Dédiée à ces questions entourant la décolonisation de la recherche, des institutions académiques et des espaces urbains, la professeure Drouin-Gagné est membre de l’Unité mixte de recherche INRS-UQAT en études autochtones.

Quelle est l’importance de souligner la Journée nationale de la vérité et la réconciliation pour les établissements de recherche ? Quel est le rôle des universités vis-à-vis de la réconciliation de manière générale ?

Il me semble d’abord important de définir la vérité et la réconciliation. Au niveau du droit international, les commissions de vérité et réconciliation (CVR) s’inscrivent dans une visée de justice transitionnelle, généralement dans la transition entre des régimes autoritaires où les droits humains ont été violés, vers des régimes démocratiques et le respect des droits humains, ce qui implique des changements constitutionnels ou des structures sociopolitiques et juridiques.

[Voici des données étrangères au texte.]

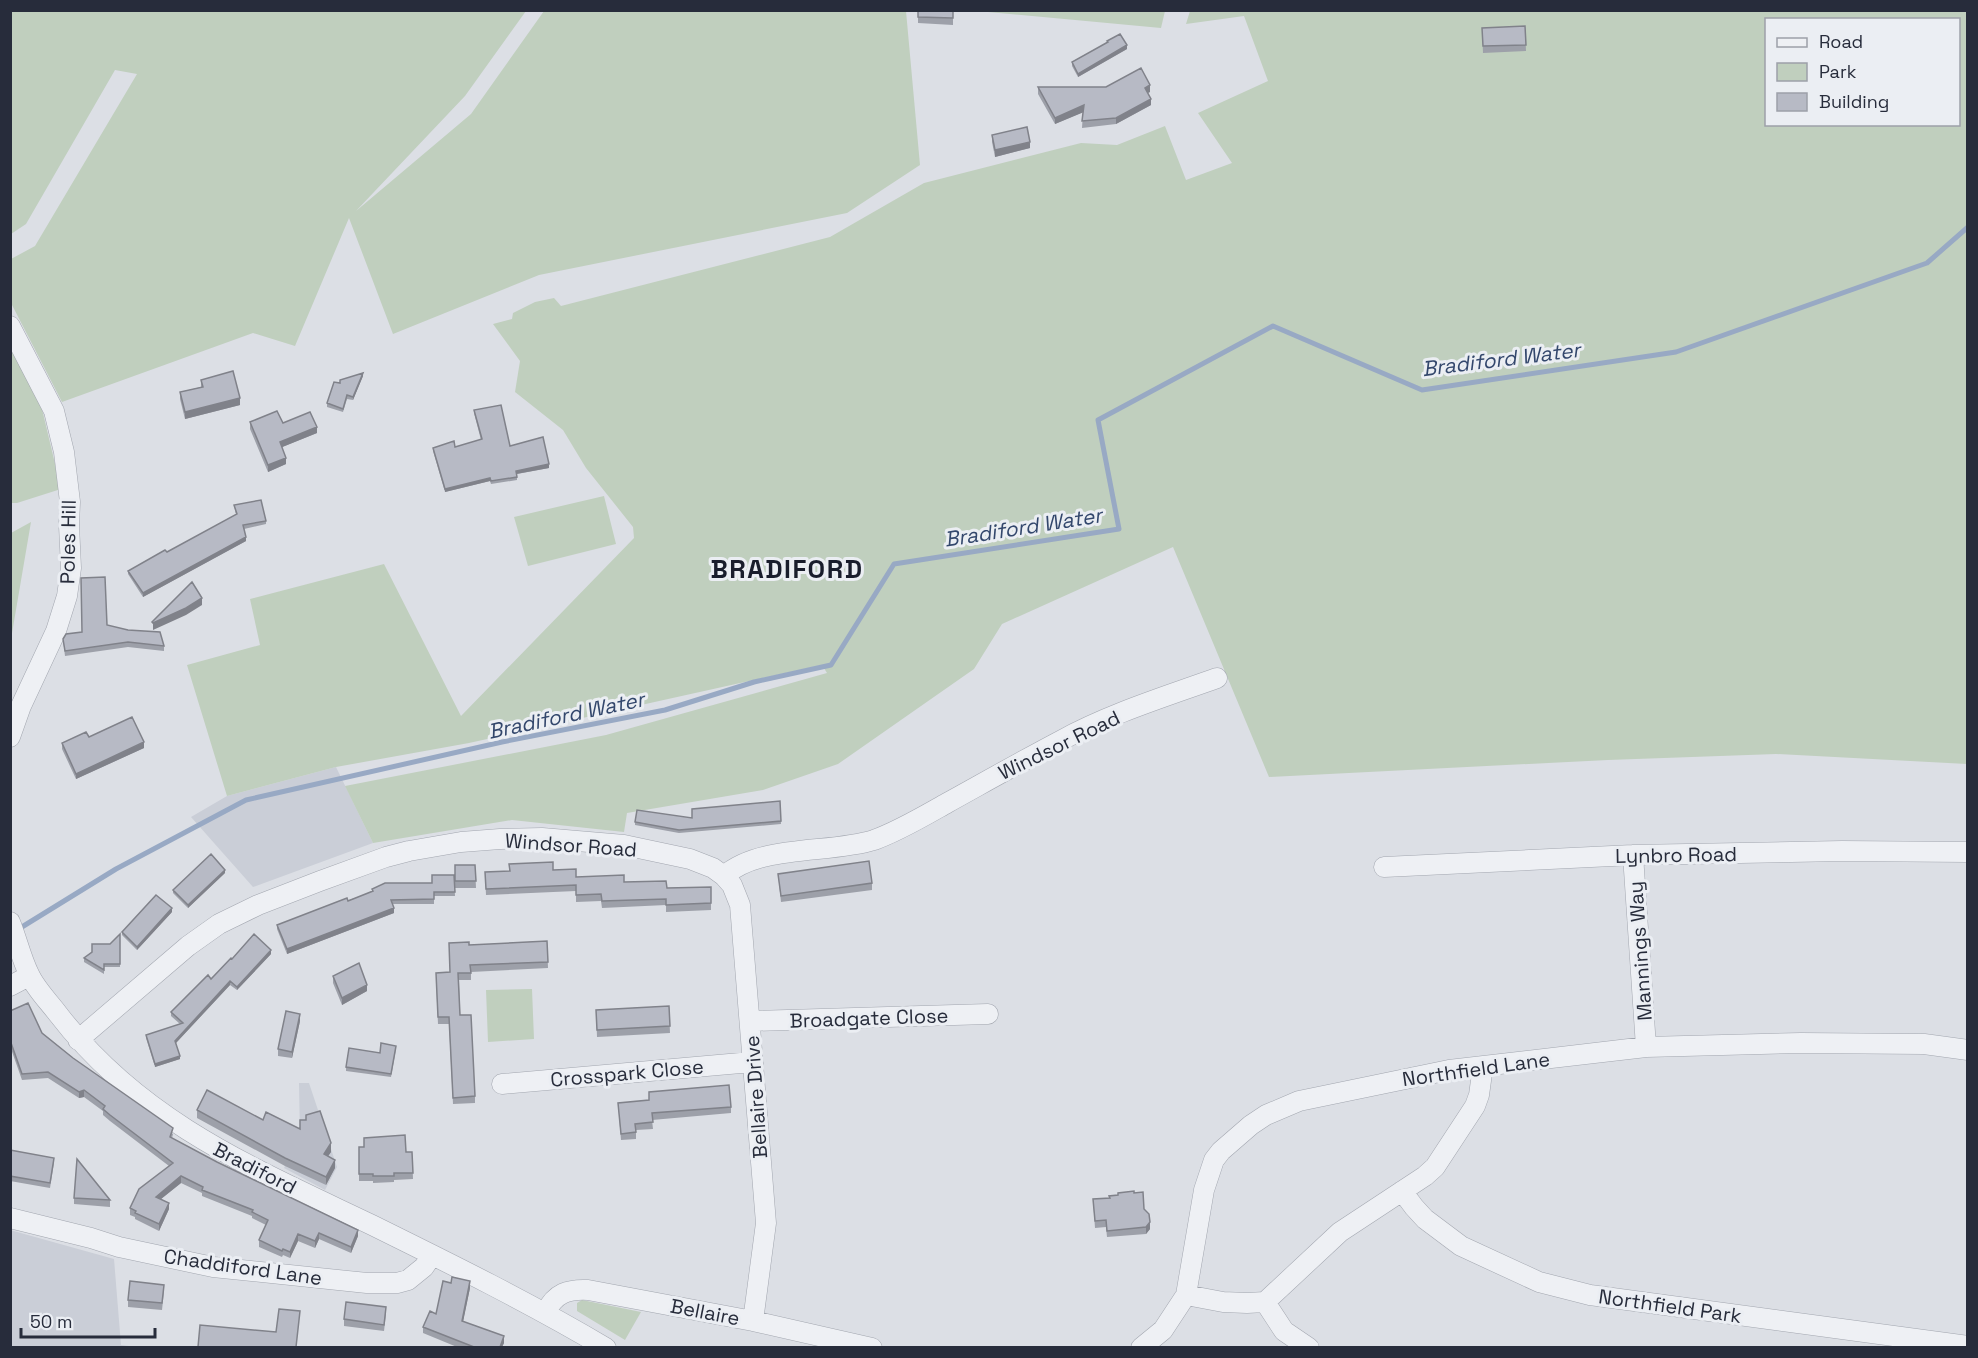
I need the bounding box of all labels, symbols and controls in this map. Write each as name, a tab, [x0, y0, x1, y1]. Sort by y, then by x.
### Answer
legend	[1765, 18, 1960, 126]
text: Road	[1819, 30, 1863, 53]
text: Park	[1819, 60, 1857, 83]
text: Building	[1819, 90, 1889, 113]
water label: Bradiford Water	[1420, 336, 1584, 382]
street label: Poles Hill	[54, 500, 82, 584]
water label: Bradiford Water	[942, 501, 1106, 553]
district label: BRADIFORD	[711, 552, 863, 586]
water label: Bradiford Water	[485, 685, 649, 745]
street label: Windsor Road	[994, 704, 1124, 786]
street label: Windsor Road	[504, 827, 638, 863]
street label: Lynbro Road	[1615, 841, 1737, 869]
street label: Mannings Way	[1622, 880, 1658, 1022]
street label: Broadgate Close	[789, 1002, 949, 1034]
street label: Bellaire Drive	[739, 1035, 773, 1159]
street label: Northfield Lane	[1400, 1046, 1552, 1092]
street label: Crosspark Close	[549, 1053, 705, 1093]
street label: Bradiford	[209, 1136, 301, 1200]
street label: Chaddiford Lane	[162, 1243, 324, 1291]
street label: Northfield Park	[1597, 1283, 1743, 1329]
street label: Bellaire	[668, 1293, 742, 1331]
scale bar	[21, 1301, 154, 1339]
text: 50 m	[30, 1310, 72, 1333]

Au Canada, la CRV avait pour objectif de mettre en lumière les violences infligées aux peuples autochtones, spécifiquement dans le système de pensionnats. Or, au-delà de reconnaître que les pensionnats ont constitué une atteinte aux droits humains, quelle transition vise-t-on à travers le processus de vérité et de réconciliation au Canada ? Certains auteurs et autrices soulignent que cette transition concerne la décolonisation des relations avec les peuples autochtones. La CVR la définit comme l’établissement et le maintien de relations respectueuses, ce qui est ouvert aux interprétations.

Selon moi, il faut se rappeler que cette transition implique un changement dans la distribution et les rapports de pouvoirs, pour réconcilier, en remettant au moins sur un pied d’égalité, les systèmes juridiques, politiques, sociaux et culturels, autochtones et canadiens.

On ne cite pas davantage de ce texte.